One way to assess the motivation for a reward is to measure the willingness of the animals to expend effort to obtain the reward using the progressive ratio (PR) schedule of reinforcement (19), a task that allows comparison and classification between different types of rewards and between different drugs of abuse (for review, see ref. 20). In this task, rats are required to progressively increase the amount of work produced on a lever to obtain the next reward. The measure of the last ratio at which the animal stops, also called "breaking point," indicates the level of motivation for the reward. Using this procedure, we found that STN DBS increased the motivation of the rats to work for one sucrose pellet.
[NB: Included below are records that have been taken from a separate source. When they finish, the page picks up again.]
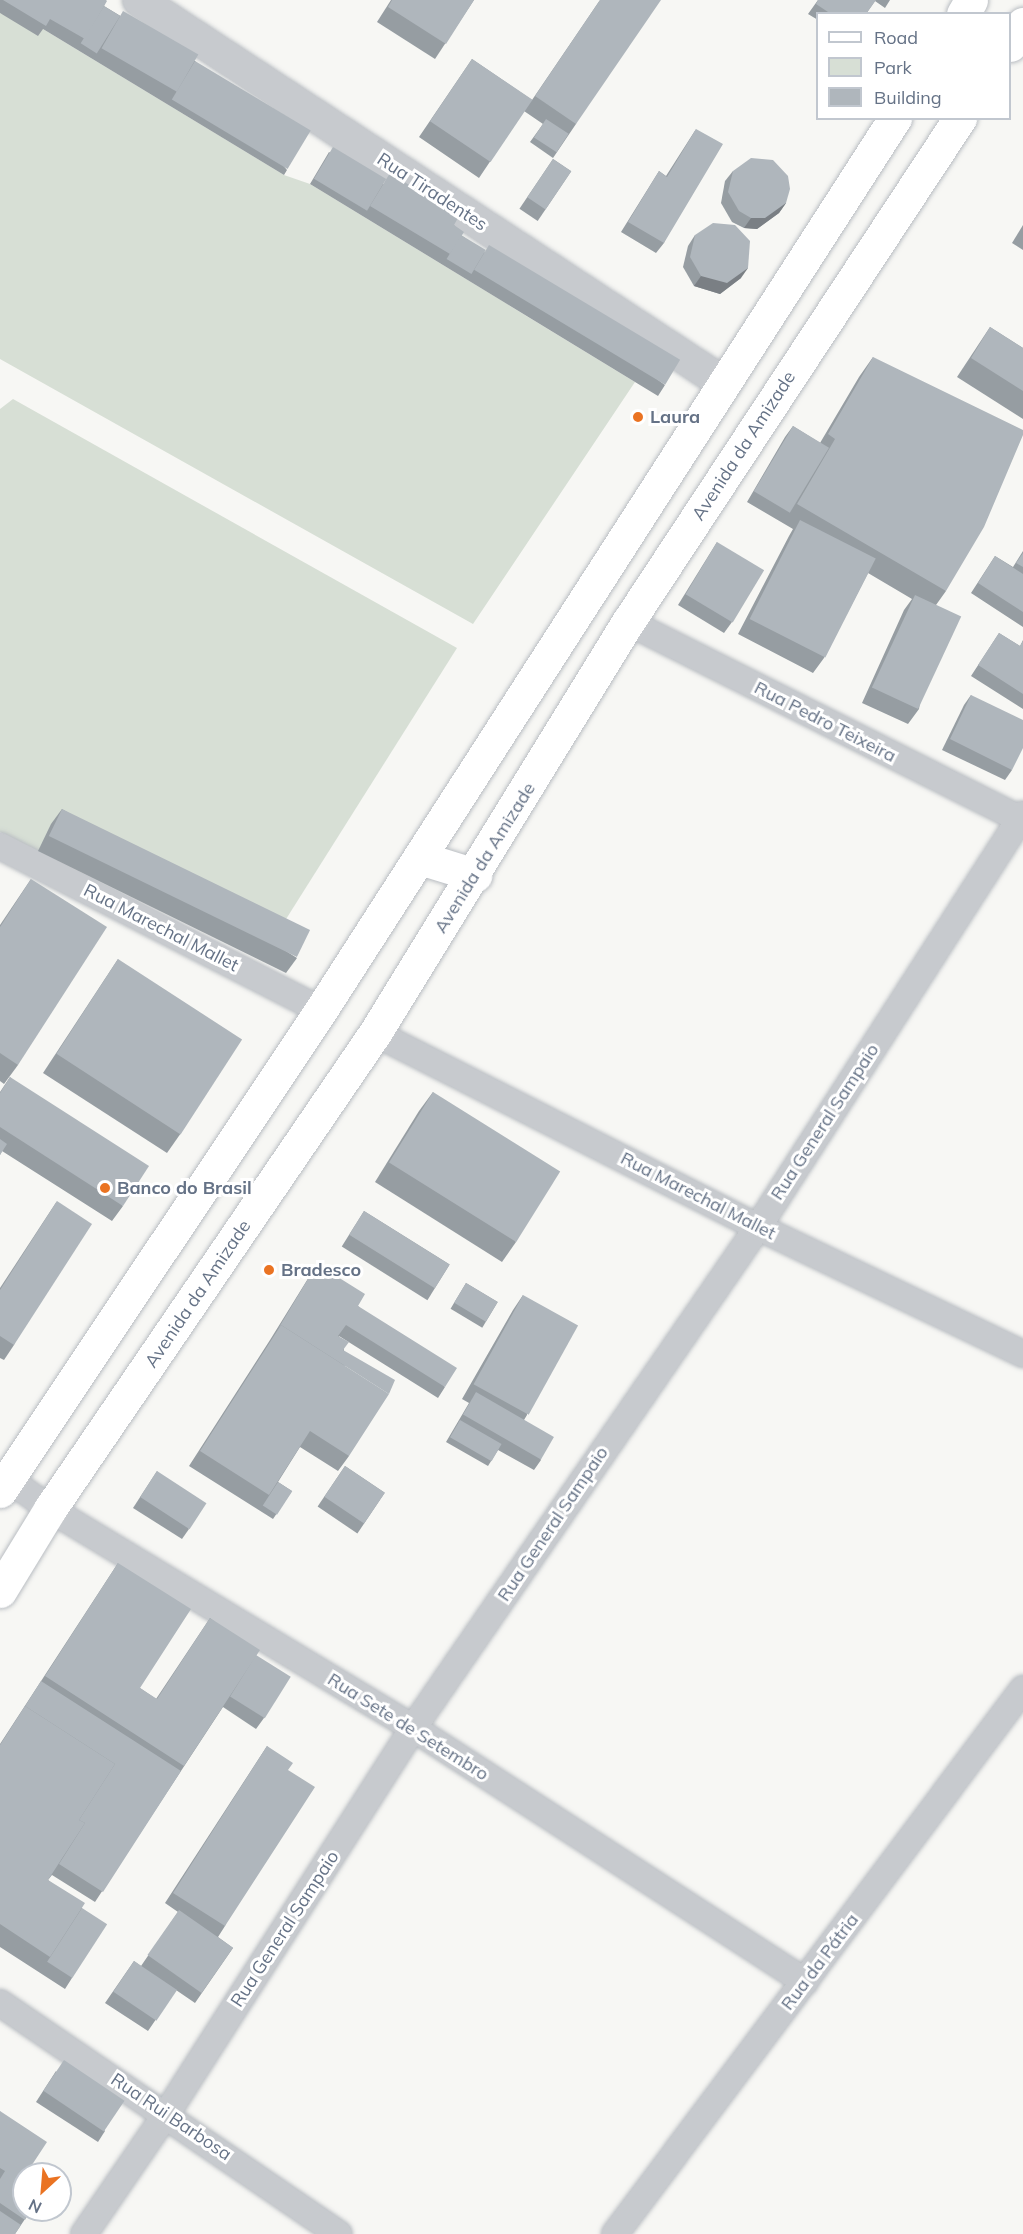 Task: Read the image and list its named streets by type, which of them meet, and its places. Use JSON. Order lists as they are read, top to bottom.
{
  "streets": {
    "main road": ["Avenida da Amizade"],
    "street": [
      "Rua Tiradentes",
      "Rua Pedro Teixeira",
      "Rua Marechal Mallet",
      "Rua General Sampaio",
      "Rua Sete de Setembro",
      "Rua da Pátria",
      "Rua Rui Barbosa"
    ]
  },
  "crossings": [
    ["Avenida da Amizade", "Rua Pedro Teixeira"],
    ["Avenida da Amizade", "Rua Marechal Mallet"],
    ["Avenida da Amizade", "Rua Sete de Setembro"],
    ["Rua Pedro Teixeira", "Rua General Sampaio"],
    ["Rua Marechal Mallet", "Rua General Sampaio"],
    ["Rua General Sampaio", "Rua Sete de Setembro"],
    ["Rua General Sampaio", "Rua Rui Barbosa"],
    ["Rua Sete de Setembro", "Rua da Pátria"]
  ],
  "places": ["Laura", "Banco do Brasil", "Bradesco"],
  "legend": ["Road", "Park", "Building"],
  "north": "bottom left"
} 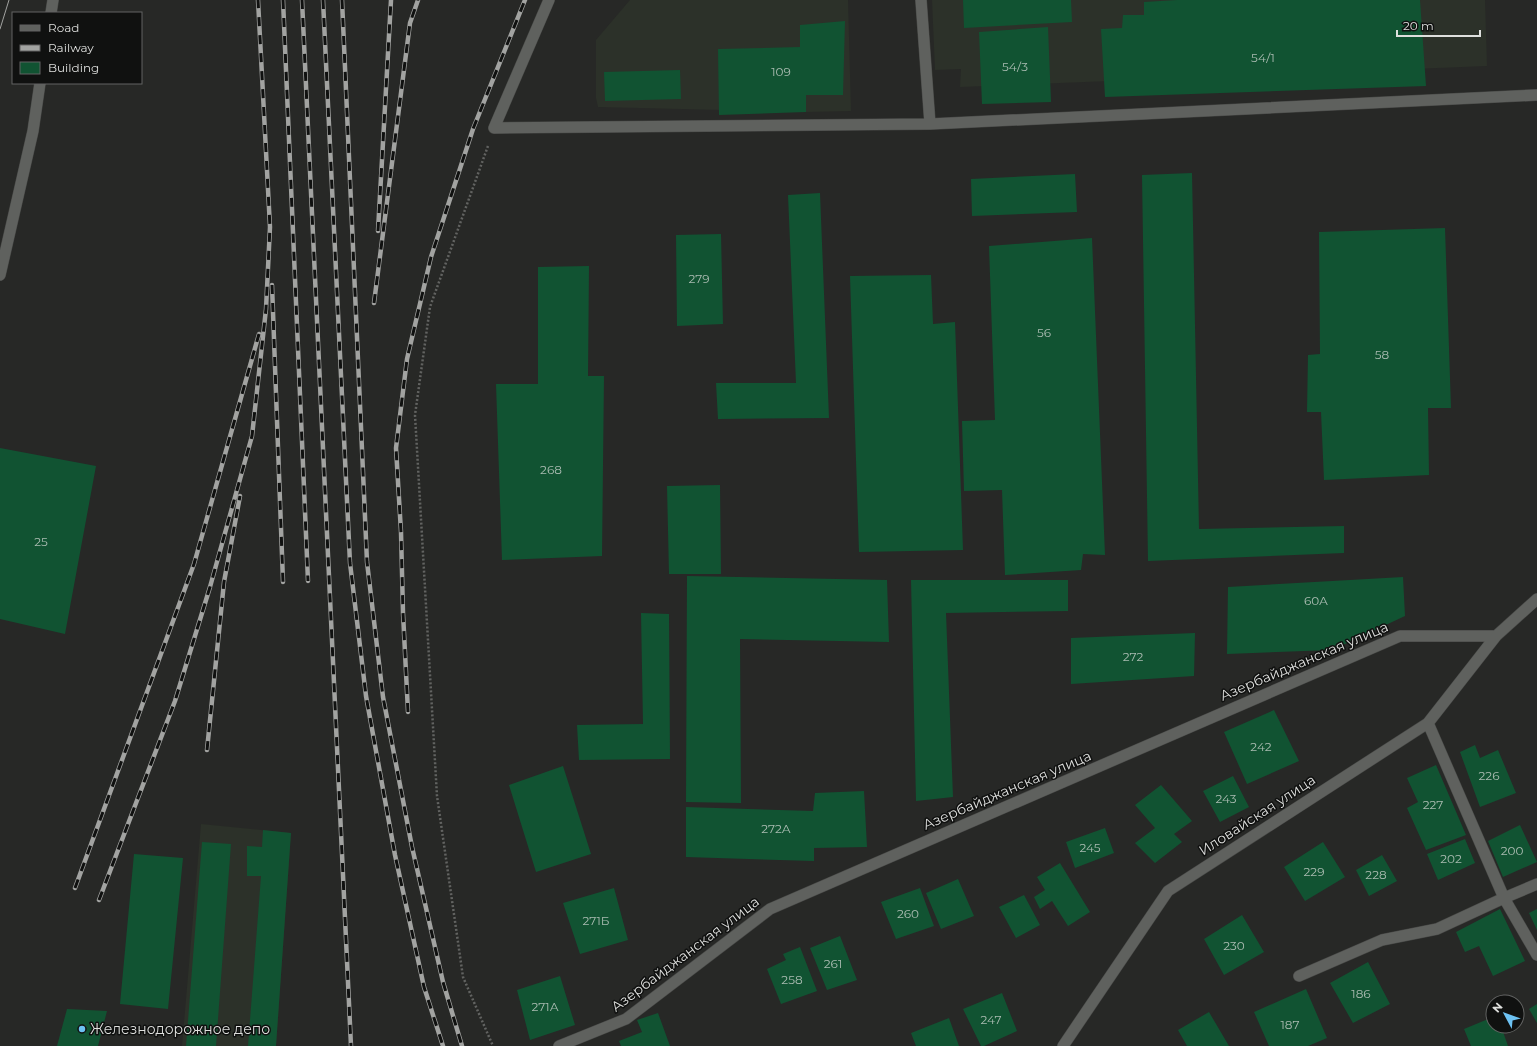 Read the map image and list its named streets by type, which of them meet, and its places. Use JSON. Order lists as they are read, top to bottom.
{
  "streets": {
    "street": ["Азербайджанская улица", "Иловайская улица"]
  },
  "crossings": [
    ["Азербайджанская улица", "Иловайская улица"]
  ],
  "places": ["Железнодорожное депо"],
  "house_numbers": [
    "54/1",
    "54/3",
    "109",
    "279",
    "56",
    "58",
    "268",
    "25",
    "60А",
    "272",
    "242",
    "226",
    "243",
    "227",
    "272А",
    "245",
    "200",
    "202",
    "229",
    "228",
    "260",
    "271Б",
    "230",
    "261",
    "258",
    "186",
    "271А",
    "247",
    "187"
  ],
  "legend": ["Road", "Railway", "Building"],
  "scale_bar": "20 m",
  "north": "top left"
}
Indeed, though the control group earned on average 27.8 pellets (±1.7) [a mean ratio of 43.94 (±3.25) and cumulative lever presses of 593.63 (±84.2)], the stimulated animals earned 36.2 (±2.0) [mean breaking point of 58.79 (±3.37) and cumulative lever presses of 1,061 (±124.72)] (ANOVA group effect: F(1,20) = 7.93, 8.43, and 7.47, P < 0.05 and 0.01 for number of pellets obtained, last ratio reached, and cumulative lever presses respectively; Fig. 2A). In contrast, STN DBS produced an opposite effect on the willingness to work for i.v. cocaine infusion (250 μg/infusion). Though the nonstimulated control animals were highly motivated to work for cocaine, earning a mean number of 12.44 (±0.73) injections [mean ratio of 123.84 (±17.07) and cumulative lever presses of 424.64 (±75.39)], rats subjected to STN DBS only earned 10.24 (±0.43) injections [mean ratio of 71.81 (±7.59) and cumulative lever presses of 230.67 (±32.4)] (ANOVA group effect: F(1,18) = 6.03, 6.66, and 5.34, P < 0.05 for number of injections obtained, last ratio reached, and cumulative lever presses respectively; Fig. 2B). A general depressive effect of STN DBS on cocaine-seeking behavior can be ruled out because STN DBS increased perseverative lever presses under the FR1 schedule of reinforcement.

Fig. 2.

Fig. 2.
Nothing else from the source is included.